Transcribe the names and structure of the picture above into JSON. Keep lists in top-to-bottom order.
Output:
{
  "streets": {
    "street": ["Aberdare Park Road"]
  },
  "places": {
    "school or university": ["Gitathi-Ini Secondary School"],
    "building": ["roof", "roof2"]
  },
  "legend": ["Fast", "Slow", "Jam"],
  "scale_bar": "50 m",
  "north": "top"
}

=-=-=-=-=

__TASK STATEMENT__:
Reproduce the entries exactly as they appear.

__RESPONSE BOX__:
Transcribe the names and structure of the picture above into JSON. Keep lists in top-to-bottom order.
Output:
{
  "streets": {
    "street": ["Aberdare Park Road"]
  },
  "places": {
    "school or university": ["Gitathi-Ini Secondary School"],
    "building": ["roof", "roof2"]
  },
  "legend": ["Fast", "Slow", "Jam"],
  "scale_bar": "50 m",
  "north": "top"
}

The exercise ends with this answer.